*Problem requirements:* Go line by line through the listing below and copy those that hold "stream".

*Given entries:*
::::

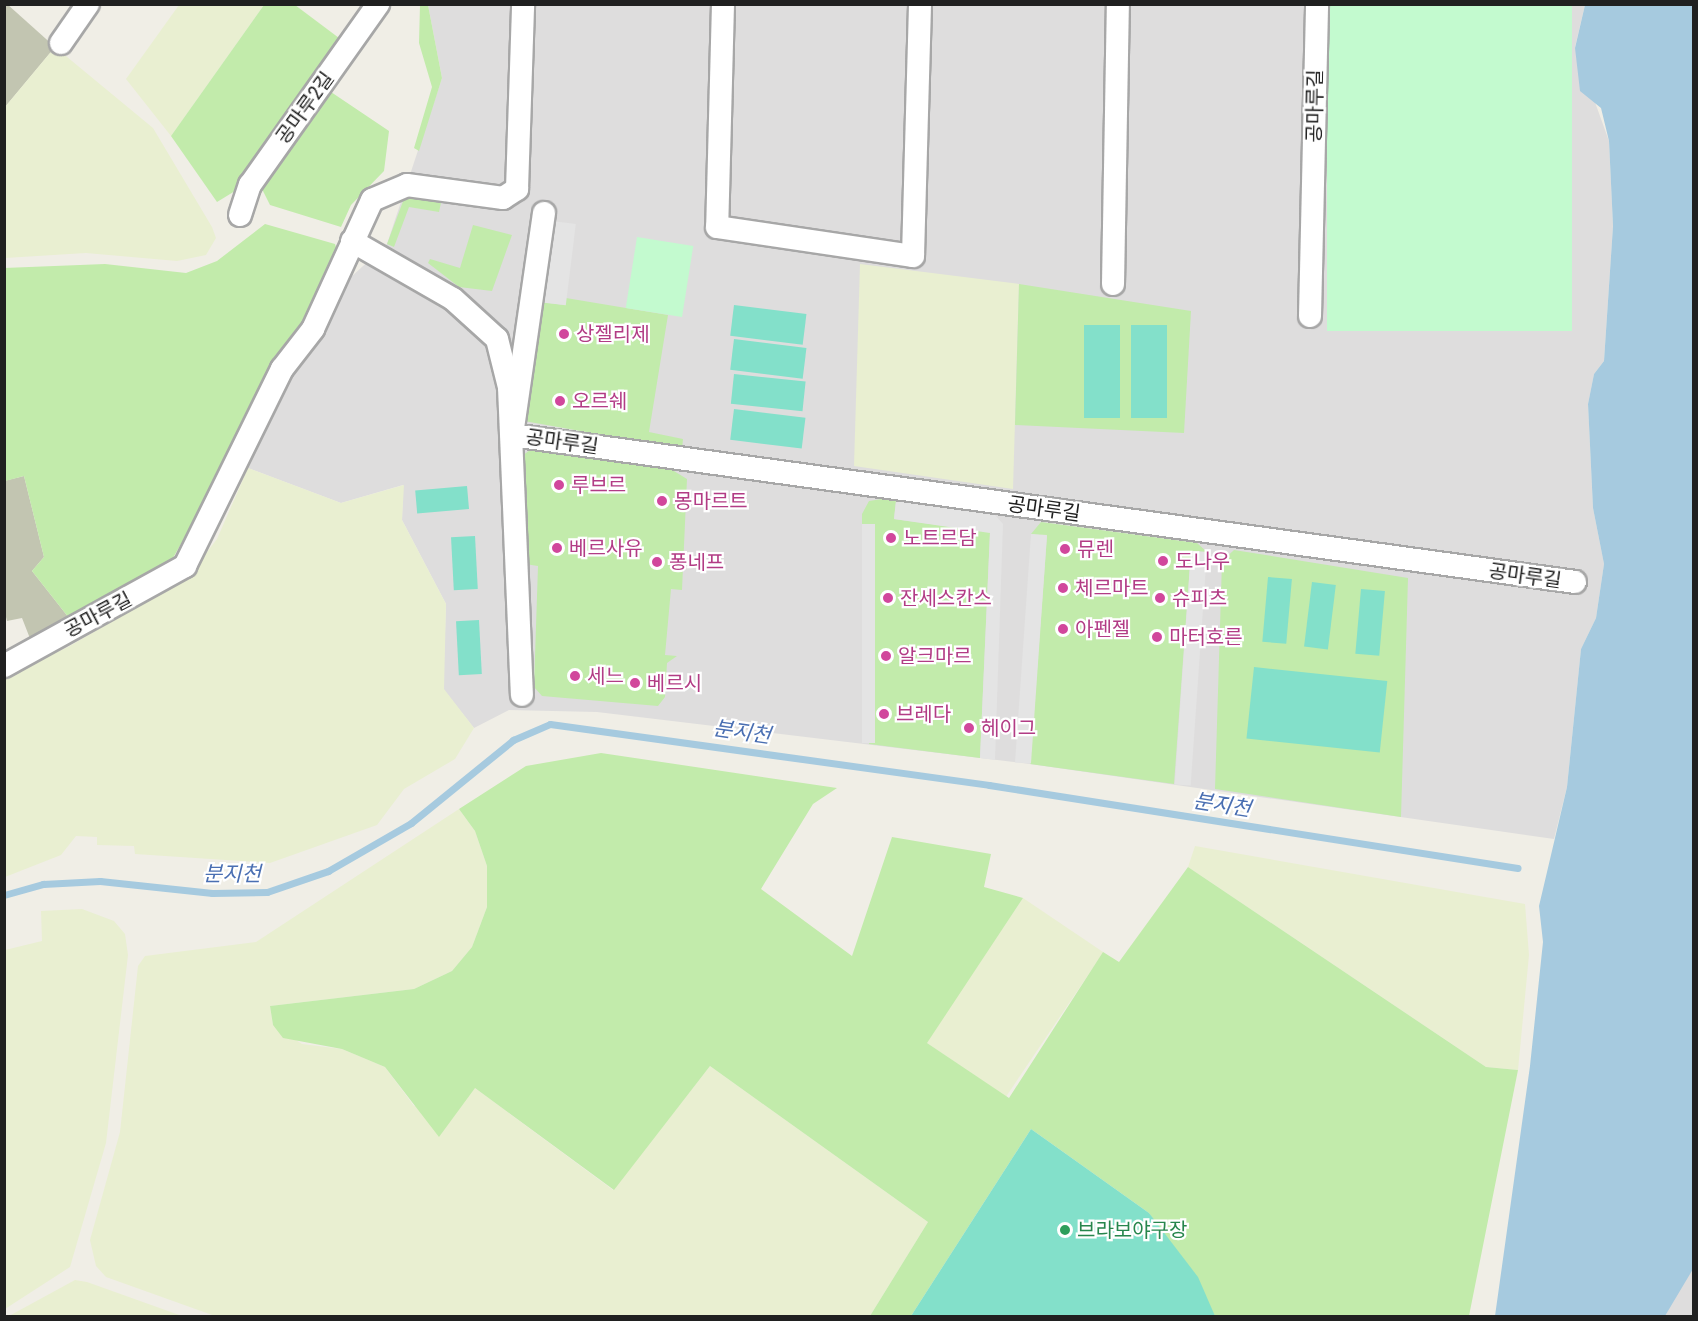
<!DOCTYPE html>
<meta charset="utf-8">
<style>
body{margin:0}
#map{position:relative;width:1698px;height:1321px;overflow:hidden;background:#f0eee6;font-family:"Roboto Condensed","Noto Sans KR",sans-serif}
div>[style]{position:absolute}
.residential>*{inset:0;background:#dedddd}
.construction>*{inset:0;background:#c2c5b1}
.farmland>*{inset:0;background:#e9efd1;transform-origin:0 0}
.grass>*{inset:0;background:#c2ebab}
.park>*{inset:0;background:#c3facf;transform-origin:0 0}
.pitch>*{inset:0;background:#83e0ca;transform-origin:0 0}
.parking>*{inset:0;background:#e4e4e4;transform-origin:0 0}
.water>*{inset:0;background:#a6cadf}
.stream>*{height:7px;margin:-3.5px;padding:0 3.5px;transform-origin:3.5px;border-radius:3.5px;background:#a6cadf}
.roads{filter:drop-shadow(2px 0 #a7a7a7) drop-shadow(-2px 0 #a7a7a7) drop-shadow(0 2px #a7a7a7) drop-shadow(0 -2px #a7a7a7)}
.minor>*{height:22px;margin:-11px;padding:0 11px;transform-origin:11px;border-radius:11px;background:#fff}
.dots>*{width:16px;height:16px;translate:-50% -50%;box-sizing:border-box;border:3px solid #fff;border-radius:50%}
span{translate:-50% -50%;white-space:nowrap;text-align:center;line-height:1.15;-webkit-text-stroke:4.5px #fff;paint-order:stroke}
.street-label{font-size:20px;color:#202020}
.hotel-label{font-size:20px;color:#b23c85}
.left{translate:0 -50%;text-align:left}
.leisure-label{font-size:20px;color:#27864d}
.water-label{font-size:21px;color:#4a6fb2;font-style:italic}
.frame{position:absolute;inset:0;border:6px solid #202020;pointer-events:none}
</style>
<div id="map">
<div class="residential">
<div style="clip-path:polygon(428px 5px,1585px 5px,1575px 47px,1609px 141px,1613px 226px,1604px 361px,1594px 374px,1588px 404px,1593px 508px,1604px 564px,1596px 618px,1581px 649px,1567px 787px,1554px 839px,1030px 764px,597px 712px,509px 710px,474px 728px,443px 689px,446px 604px,402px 520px,403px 485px,341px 503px,248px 468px,293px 372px,314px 348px,350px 278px,387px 244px,442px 78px)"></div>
<div style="clip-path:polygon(1693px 1269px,1693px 1316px,1665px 1316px,1683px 1280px)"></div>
</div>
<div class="construction">
<div style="clip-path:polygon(7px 4px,55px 47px,5px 107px,4px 5px)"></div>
<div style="clip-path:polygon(24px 476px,44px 557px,32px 571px,69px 618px,31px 641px,22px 618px,7px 621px,5px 613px,4px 481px)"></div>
</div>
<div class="farmland">
<div style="clip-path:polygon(179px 5px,264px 5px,171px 136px,126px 79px)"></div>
<div style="clip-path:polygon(55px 47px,153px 128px,212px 227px,216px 238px,206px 255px,177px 261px,86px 253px,5px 258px,5px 107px)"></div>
<div style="clip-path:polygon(860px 264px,1019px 284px,1013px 489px,854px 466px)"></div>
<div style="clip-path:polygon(248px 468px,341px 503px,404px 485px,402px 520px,446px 604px,444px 689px,474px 728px,455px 759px,404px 789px,377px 825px,270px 863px,135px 854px,134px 846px,97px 845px,97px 837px,76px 836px,61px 855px,5px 877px,5px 676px,68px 647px,187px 578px,217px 539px)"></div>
<div style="clip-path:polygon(459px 809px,475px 831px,487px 866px,487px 907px,472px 947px,452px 971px,414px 989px,270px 1006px,273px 1025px,302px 1044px,342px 1049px,385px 1067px,414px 1106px,475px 1088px,613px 1190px,710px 1066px,928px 1222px,870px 1316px,215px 1316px,106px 1277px,96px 1266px,90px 1240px,120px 1132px,138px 966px,145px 956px,256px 942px)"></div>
<div style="clip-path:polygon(1195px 846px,1525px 904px,1529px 955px,1518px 1070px,1486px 1067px,1188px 867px)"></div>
<div style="left:1023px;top:898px;width:97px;height:174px;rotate:34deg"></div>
<div style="clip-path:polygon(82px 909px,114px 921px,125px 934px,128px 955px,106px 1143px,70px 1267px,5px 1309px,5px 950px,42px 941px,41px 911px)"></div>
<div style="clip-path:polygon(75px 1280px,87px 1282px,182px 1316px,9px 1316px)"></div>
</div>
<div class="grass">
<div style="clip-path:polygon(264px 5px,295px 5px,343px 41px,235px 191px,217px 202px,171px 136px)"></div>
<div style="clip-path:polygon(420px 5px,428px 5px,442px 78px,419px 151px,414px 148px,432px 87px,419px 43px)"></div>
<div style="clip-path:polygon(331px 92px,389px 131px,384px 171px,351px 205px,341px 227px,270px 205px,261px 187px)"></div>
<div style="clip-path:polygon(405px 196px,441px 203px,439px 212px,409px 207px,394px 247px,387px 244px)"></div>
<div style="clip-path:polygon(265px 224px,335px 244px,337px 251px,305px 325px,169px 565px,69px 618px,32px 571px,44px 557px,24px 476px,5px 481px,4px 268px,105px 264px,186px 273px,217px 261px)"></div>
<div style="clip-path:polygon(473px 225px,512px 235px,492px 291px,459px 287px,428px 263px,430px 259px,460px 268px)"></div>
<div style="clip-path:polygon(1019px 284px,1191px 311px,1184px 433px,1015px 425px)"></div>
<div style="clip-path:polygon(566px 298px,668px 315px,649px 432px,683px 439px,682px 449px,524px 421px,541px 302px,565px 305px)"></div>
<div style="clip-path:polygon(530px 450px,669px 468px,687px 479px,682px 590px,671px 589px,665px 655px,677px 656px,667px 663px,665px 697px,658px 706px,542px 696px,534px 687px,538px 566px,525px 564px,522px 456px)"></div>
<div style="clip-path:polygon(882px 499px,896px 501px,894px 519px,990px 532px,980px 758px,869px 744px,875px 524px,862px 524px,862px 514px,869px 501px)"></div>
<div style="clip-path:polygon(1041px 522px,1197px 543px,1207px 552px,1191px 551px,1174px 784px,1030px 764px,1047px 536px,1031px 534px)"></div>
<div style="clip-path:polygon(1234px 550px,1408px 578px,1401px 817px,1215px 789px,1222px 561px)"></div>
<div style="clip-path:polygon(601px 753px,837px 788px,813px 804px,761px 889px,852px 956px,892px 837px,991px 854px,984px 887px,1023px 898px,927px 1043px,1009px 1098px,1103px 952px,1119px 962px,1188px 867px,1486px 1067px,1518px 1070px,1469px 1316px,1215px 1316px,1149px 1213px,1031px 1129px,911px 1316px,870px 1316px,928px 1222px,710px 1066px,614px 1190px,475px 1088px,439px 1137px,385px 1067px,342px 1049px,283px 1038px,273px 1025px,270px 1006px,414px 989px,452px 971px,472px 947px,487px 907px,487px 866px,475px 831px,459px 809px,526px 766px)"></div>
</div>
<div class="park">
<div style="left:1327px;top:5px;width:245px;height:326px"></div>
<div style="left:637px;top:237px;width:57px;height:72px;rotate:9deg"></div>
</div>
<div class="pitch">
<div style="left:734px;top:305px;width:73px;height:31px;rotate:7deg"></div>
<div style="left:1084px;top:325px;width:36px;height:93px"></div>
<div style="left:1131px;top:325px;width:36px;height:93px"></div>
<div style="left:734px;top:339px;width:73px;height:31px;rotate:7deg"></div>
<div style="left:734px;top:374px;width:72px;height:30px;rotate:6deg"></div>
<div style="left:734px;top:409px;width:72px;height:31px;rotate:7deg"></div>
<div style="left:467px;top:486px;width:23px;height:52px;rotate:85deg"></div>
<div style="left:475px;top:536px;width:53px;height:24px;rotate:87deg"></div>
<div style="left:1268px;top:577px;width:24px;height:65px;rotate:5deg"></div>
<div style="left:1312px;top:582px;width:24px;height:65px;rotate:7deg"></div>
<div style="left:1361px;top:589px;width:24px;height:65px;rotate:5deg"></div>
<div style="left:479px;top:620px;width:54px;height:23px;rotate:87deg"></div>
<div style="left:1254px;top:667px;width:134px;height:72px;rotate:6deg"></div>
<div style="clip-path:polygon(1031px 1129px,1149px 1213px,1198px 1277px,1215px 1316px,911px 1316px)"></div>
</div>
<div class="parking">
<div style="left:552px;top:221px;width:24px;height:82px;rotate:7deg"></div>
<div style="clip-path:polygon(896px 501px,994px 514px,1003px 524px,995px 760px,980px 758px,990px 533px,894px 519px)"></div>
<div style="left:862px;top:524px;width:13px;height:219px"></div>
<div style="left:1031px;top:534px;width:16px;height:229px;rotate:4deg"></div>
<div style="left:1191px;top:551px;width:16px;height:234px;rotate:4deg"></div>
</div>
<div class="water">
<div style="clip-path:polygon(1585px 5px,1693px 5px,1693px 1269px,1665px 1316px,1495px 1316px,1530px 1066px,1543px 942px,1539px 906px,1567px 787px,1581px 649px,1596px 618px,1604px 564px,1593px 508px,1588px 404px,1594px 374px,1604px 361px,1613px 226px,1609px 141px,1601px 108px,1580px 91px,1575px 48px)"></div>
</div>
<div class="stream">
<div style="left:4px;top:895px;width:41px;rotate:-15.8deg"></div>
<div style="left:43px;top:884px;width:57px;rotate:-3deg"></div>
<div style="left:100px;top:881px;width:113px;rotate:6.1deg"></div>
<div style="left:212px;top:893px;width:55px;rotate:-1deg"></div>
<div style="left:267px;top:892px;width:65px;rotate:-19deg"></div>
<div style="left:328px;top:871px;width:96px;rotate:-30deg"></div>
<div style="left:411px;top:823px;width:132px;rotate:-39.1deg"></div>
<div style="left:513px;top:740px;width:40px;rotate:-23.4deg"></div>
<div style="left:550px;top:724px;width:443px;rotate:7.9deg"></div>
<div style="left:989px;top:785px;width:535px;rotate:8.92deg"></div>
</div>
<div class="roads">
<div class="minor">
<div style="left:723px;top:4px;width:223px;rotate:91.5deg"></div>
<div style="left:717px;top:227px;width:198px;rotate:8.4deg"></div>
<div style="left:913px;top:256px;width:252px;rotate:-88.4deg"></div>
<div style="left:61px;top:43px;width:47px;rotate:-55.3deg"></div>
<div style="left:544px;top:213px;width:224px;rotate:98.2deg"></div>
<div style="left:512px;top:435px;width:1073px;rotate:7.87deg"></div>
<div style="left:240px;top:215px;width:32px;rotate:-72deg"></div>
<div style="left:250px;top:185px;width:222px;rotate:-54.7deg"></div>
<div style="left:352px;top:241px;width:116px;rotate:29.9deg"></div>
<div style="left:453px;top:299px;width:59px;rotate:42.3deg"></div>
<div style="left:497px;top:339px;width:49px;rotate:76deg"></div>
<div style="left:509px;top:387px;width:308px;rotate:87.6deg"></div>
<div style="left:1113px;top:284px;width:280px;rotate:-89deg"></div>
<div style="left:1310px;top:316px;width:312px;rotate:-88.7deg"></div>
<div style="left:4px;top:666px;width:207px;rotate:-28.9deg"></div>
<div style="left:185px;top:566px;width:220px;rotate:-63.8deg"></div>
<div style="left:282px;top:369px;width:51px;rotate:-52.2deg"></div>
<div style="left:313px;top:329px;width:142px;rotate:-65.4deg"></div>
<div style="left:372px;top:200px;width:38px;rotate:-23deg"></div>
<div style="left:407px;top:185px;width:97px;rotate:7.7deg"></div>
<div style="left:503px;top:198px;width:17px;rotate:-33deg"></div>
<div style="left:517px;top:189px;width:185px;rotate:-88.1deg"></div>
</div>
</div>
<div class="dots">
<div style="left:564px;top:334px;background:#d1479c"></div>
<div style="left:560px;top:401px;background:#d1479c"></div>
<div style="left:559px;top:485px;background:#d1479c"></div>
<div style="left:662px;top:501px;background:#d1479c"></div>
<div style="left:891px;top:538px;background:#d1479c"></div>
<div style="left:557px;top:548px;background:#d1479c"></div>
<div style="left:1065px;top:549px;background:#d1479c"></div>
<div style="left:1163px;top:561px;background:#d1479c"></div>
<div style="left:657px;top:562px;background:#d1479c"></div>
<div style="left:1063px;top:588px;background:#d1479c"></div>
<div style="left:888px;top:598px;background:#d1479c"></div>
<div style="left:1160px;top:598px;background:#d1479c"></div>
<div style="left:1063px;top:629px;background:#d1479c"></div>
<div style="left:1157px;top:637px;background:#d1479c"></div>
<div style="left:886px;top:656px;background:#d1479c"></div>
<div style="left:575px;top:676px;background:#d1479c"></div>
<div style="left:635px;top:683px;background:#d1479c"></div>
<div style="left:884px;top:714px;background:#d1479c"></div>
<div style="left:969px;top:728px;background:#d1479c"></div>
<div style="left:1065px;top:1230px;background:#2e9e5b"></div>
</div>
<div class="street-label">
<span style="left:1315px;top:106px;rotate:-89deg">공마루길</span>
<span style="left:305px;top:108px;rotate:-54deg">공마루2길</span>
<span style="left:562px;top:442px;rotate:8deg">공마루길</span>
<span style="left:1044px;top:509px;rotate:8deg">공마루길</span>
<span style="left:1525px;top:576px;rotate:8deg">공마루길</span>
<span style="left:98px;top:615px;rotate:-28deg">공마루길</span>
</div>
<div class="hotel-label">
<span class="left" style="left:576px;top:334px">상젤리제</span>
<span class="left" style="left:572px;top:401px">오르쉐</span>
<span class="left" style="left:571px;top:485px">루브르</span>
<span class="left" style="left:674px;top:501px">몽마르트</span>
<span class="left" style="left:903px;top:538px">노트르담</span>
<span class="left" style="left:569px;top:548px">베르사유</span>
<span class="left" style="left:1077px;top:549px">뮤렌</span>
<span class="left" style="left:1175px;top:561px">도나우</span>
<span class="left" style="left:669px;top:562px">퐁네프</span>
<span class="left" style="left:1075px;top:588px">체르마트</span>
<span class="left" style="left:900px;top:598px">잔세스칸스</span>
<span class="left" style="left:1172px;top:598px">슈피츠</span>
<span class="left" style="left:1075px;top:629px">아펜젤</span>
<span class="left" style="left:1169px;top:637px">마터호른</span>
<span class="left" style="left:898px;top:656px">알크마르</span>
<span class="left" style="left:587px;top:676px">세느</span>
<span class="left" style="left:647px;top:683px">베르시</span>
<span class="left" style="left:896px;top:714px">브레다</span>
<span class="left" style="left:981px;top:728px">헤이그</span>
</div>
<div class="leisure-label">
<span class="left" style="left:1077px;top:1230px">브라보야구장</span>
</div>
<div class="water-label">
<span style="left:742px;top:732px;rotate:8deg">분지천</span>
<span style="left:1222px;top:805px;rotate:9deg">분지천</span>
<span style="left:232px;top:874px">분지천</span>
</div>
<div class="frame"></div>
</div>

::::

*Final answer:*
.stream>*{height:7px;margin:-3.5px;padding:0 3.5px;transform-origin:3.5px;border-radius:3.5px;background:#a6cadf}
<div class="stream">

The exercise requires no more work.